三
由衣はただ呆然としていた。頭が混乱している。まともに考える事ができない。目の前が真っ暗になった。
しばらく佇んで、そのメモを静かにテーブルの上に戻すと、倒れこむ様にソファにへたり込んだ。
――早紀、ごめん。ごめんなさい。わたしがこんなだから……。
そのままソファに寝転がると、目を閉じて、ただずっと放心していた。
しばらくして起き上がると、ふらふらとリビングを出た。そして、無意識のうちに早紀の部屋の前にやってきた。
人のいる気配はない。このドアの向こうに早紀はいない。少し間を置いた後、由衣は早紀の部屋に入った。早紀が来る前からも、その後も滅多に入らない部屋。前に入ったのはいつだったろうか。
部屋の中は前の記憶から変わっていない。物がほとんどない部屋。ベッドと机。それに箪笥がひとつ。
思い出をたどるかの様に、由衣はふと五段ある箪笥の一番上の引き出しを開けた。小物類がいくつか入っている。次に隣の引き出しを開けた。ここには何かの用紙だとか、ノートの類があった。

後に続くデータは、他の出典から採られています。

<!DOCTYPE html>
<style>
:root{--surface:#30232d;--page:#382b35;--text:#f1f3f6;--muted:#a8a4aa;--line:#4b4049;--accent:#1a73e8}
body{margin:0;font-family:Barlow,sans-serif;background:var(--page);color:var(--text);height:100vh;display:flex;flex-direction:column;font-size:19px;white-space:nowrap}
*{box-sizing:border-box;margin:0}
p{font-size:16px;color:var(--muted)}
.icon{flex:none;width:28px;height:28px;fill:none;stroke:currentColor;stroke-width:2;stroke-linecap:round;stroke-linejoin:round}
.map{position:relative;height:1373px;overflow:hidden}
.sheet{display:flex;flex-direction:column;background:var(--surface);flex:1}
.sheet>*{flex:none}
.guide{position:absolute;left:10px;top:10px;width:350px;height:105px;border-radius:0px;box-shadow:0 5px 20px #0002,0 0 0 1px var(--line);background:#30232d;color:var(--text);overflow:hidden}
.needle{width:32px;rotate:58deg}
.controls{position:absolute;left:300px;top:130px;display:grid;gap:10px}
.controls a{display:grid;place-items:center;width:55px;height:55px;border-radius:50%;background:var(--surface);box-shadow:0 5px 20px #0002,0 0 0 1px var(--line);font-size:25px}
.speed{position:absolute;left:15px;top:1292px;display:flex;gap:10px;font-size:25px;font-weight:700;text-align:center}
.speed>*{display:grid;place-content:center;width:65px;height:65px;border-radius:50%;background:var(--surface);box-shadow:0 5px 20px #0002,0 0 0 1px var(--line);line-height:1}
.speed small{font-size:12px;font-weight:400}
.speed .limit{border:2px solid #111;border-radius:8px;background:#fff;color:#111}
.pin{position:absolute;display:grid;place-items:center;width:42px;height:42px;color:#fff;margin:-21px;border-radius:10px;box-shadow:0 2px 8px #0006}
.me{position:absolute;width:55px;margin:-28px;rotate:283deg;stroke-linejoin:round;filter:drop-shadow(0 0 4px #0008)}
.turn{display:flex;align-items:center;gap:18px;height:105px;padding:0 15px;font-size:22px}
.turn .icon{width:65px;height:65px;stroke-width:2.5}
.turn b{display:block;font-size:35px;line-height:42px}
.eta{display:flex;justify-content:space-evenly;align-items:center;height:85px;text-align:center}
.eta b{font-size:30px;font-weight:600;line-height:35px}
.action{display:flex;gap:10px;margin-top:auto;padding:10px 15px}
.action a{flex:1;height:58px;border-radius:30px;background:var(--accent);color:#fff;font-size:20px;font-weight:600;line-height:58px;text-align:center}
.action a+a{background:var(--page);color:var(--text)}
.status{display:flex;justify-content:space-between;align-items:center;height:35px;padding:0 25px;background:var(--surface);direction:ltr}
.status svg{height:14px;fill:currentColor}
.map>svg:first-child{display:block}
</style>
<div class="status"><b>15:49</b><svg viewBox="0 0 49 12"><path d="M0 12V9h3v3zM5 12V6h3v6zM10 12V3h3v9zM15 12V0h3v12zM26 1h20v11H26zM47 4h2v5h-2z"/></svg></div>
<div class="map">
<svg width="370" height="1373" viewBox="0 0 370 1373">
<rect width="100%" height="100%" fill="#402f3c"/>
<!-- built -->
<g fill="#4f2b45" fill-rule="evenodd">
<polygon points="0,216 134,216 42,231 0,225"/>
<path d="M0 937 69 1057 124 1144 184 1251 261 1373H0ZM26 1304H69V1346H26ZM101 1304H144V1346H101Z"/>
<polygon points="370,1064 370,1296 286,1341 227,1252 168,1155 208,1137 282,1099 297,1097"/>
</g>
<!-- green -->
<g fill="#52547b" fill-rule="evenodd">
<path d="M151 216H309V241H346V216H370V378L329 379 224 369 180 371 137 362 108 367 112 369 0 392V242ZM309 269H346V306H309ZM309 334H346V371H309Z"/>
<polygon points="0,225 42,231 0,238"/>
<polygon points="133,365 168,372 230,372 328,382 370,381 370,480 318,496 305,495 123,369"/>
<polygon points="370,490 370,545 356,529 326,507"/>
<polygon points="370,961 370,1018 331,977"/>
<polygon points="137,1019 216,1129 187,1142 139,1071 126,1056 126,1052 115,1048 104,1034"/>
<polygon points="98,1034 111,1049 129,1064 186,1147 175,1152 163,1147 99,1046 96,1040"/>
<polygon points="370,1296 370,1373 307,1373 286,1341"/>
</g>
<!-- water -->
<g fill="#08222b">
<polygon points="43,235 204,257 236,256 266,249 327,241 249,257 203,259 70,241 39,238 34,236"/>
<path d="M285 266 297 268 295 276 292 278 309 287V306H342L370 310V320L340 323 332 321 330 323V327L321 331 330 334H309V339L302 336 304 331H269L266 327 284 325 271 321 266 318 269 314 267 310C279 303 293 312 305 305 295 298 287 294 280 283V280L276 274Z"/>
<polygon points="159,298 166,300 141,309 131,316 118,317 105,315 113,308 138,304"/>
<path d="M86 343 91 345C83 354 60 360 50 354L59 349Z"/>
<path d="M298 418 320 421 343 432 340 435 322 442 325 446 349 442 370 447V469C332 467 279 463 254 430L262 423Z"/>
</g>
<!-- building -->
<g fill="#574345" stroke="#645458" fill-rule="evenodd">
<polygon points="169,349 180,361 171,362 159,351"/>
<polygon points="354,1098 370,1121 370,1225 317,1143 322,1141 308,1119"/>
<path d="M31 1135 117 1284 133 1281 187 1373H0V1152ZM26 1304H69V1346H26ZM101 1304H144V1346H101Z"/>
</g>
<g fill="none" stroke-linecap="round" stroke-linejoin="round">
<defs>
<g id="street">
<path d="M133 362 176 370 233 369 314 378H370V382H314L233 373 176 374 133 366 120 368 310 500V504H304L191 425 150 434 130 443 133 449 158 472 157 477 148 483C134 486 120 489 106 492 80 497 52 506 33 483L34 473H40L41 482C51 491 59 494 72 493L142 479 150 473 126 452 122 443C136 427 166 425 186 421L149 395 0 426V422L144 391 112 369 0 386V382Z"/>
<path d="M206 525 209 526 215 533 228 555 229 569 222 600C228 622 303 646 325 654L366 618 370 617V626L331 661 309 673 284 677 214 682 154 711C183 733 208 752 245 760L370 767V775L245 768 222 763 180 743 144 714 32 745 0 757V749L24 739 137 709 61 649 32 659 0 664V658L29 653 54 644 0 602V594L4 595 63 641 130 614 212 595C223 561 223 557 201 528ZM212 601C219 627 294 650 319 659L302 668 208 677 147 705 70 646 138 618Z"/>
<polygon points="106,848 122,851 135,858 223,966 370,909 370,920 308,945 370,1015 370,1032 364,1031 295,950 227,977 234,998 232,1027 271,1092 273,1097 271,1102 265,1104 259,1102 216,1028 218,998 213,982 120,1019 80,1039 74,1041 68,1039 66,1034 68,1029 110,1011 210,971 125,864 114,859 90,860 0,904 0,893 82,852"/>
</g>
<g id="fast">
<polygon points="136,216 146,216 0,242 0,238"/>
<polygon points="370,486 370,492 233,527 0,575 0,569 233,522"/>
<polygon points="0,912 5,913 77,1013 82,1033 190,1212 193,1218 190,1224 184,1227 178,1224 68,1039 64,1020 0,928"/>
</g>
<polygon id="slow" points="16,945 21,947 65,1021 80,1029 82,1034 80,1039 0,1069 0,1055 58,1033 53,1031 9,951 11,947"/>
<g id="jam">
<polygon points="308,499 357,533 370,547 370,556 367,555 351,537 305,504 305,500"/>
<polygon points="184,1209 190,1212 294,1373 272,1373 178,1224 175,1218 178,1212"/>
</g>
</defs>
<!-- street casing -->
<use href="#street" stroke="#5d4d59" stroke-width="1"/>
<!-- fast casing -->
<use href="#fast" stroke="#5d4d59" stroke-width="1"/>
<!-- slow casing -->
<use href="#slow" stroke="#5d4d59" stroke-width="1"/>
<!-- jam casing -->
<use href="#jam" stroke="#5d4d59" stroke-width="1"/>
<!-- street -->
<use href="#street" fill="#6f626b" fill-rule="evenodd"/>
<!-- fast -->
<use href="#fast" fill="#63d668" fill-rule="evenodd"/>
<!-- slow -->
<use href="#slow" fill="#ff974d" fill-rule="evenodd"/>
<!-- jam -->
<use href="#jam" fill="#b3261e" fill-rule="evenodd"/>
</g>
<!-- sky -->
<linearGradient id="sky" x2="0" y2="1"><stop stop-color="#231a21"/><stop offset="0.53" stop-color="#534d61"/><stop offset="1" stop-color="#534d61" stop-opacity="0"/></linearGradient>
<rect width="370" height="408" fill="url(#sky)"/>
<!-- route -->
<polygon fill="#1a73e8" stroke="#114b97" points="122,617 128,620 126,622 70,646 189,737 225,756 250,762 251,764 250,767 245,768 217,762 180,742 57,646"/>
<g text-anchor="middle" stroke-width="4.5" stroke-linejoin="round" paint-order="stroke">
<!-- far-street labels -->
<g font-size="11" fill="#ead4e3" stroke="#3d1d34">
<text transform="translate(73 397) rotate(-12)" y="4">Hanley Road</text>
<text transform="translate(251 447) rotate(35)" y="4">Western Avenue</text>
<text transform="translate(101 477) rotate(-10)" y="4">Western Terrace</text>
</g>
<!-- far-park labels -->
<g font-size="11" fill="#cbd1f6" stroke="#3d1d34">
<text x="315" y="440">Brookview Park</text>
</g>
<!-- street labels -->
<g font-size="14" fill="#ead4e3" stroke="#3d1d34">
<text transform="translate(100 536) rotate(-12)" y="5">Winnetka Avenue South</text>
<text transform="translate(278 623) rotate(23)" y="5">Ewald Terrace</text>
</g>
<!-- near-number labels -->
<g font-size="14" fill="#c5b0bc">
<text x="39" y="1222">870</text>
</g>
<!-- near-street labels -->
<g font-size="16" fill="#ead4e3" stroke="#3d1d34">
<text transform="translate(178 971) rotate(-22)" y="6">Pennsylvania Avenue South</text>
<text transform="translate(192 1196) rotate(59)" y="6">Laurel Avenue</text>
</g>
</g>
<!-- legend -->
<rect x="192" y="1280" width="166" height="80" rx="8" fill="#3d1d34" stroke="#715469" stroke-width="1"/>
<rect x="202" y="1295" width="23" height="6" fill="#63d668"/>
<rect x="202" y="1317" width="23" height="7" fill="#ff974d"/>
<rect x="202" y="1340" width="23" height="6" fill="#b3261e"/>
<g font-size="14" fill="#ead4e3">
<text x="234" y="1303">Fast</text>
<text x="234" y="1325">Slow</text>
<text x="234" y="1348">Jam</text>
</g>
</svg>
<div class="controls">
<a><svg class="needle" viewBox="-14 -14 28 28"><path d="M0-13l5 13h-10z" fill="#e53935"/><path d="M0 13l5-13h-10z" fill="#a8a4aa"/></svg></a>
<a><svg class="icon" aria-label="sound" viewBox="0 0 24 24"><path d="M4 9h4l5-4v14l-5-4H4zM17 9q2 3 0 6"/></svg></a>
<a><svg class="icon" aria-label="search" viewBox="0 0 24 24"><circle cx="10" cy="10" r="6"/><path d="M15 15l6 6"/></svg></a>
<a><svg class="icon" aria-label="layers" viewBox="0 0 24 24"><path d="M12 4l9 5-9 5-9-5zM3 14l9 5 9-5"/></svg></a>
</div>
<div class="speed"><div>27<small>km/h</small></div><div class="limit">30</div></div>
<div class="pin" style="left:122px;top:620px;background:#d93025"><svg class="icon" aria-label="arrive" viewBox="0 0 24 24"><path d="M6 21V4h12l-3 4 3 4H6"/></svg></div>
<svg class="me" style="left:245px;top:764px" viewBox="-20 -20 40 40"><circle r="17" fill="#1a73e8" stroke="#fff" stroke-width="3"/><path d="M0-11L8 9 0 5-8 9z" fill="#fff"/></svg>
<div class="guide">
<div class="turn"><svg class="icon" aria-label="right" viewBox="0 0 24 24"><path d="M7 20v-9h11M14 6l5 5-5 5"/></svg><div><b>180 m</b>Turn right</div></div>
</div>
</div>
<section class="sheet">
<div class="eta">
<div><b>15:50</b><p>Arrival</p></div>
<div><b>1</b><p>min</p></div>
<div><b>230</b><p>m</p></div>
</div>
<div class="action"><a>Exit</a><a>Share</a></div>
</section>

この用紙は履歴書だ。アルバイト用に買った余りだろう。それを引き出しの中に戻すと、一冊のノートを手に取った。ごく一般的な大学ノートだ。日記帳ではなく、こういうノートに書くところが、早紀らしいといえば早紀らしい。表紙には、ただ『日記』とだけ書かれていた。
ノートを開くと、早紀がマンションにやってきた日の日付から始まっていた。由衣と一緒に住む事に対する期待や喜びが書かれている。その後も、その日何があったかなど、様々な事が詳細に書かれていた。
子供の頃に岡山に住んでいた際、親しかった隣の角川家の人と再会した事。そして、由衣がかつて大好きだった男の子であったという事。
由衣の従姉妹でもある、隣家のお姉ちゃん――景子と再会した事。
滝澤睦美という、変わっているけどとてもいい友人ができた事。
老人ホームにて、長い年月の果てに結ばれた老人達の事。
由衣と一緒に自転車を買って、滝澤と三人でサイクリングに行った事。
海水浴に行って、楽しい時間を過ごせた事。
たった三、四ヶ月かそこらの出来事だが、それらの出来事を細かく書いてあり、そこからはいかに早紀が楽しく充実した日々を過ごせたであろう事がうかがい知れた。
また、由衣の好みや、行動など研究して、どうしたら由衣に喜んでもらえるか、楽しく暮らしていけるのか、そんな事も詳細に書かれていた。中には由衣自身でも気がついていない様な、些細な事もあった。光男にもそれらしい事を言われたが、これを見て初めて実感が湧いてきた気分だった。
由衣が、なんの苦労もなく、気にする事もなく暮らしていたのは、早紀が、早紀が……いたから……いてくれたから。早紀が気を利かせてくれていたから。
――わたし、そんな事もわからずに、早紀に甘えていた。
――わたし、早紀の事なんか何にも考えずに、無神経な事をたくさんしてきた。
わたし……わたし、ばかだ……大ばかだ。こんなにも、早紀はわたしの事を気にかけてくれていたのに。
手に持った、ノートに雫が一滴落ちた。紙に吸われて小さく広がる染み。また一滴落ちた。そしてまた一滴。ノートの染みは大きくなっていく。
「……早紀」
由衣はノートを閉じると、そっと両手で抱きしめた。うつむき抱きしめたまま、由衣は崩れ落ちる様にひざまづいた。
しんとした部屋に、由衣の泣き声だけがしていた。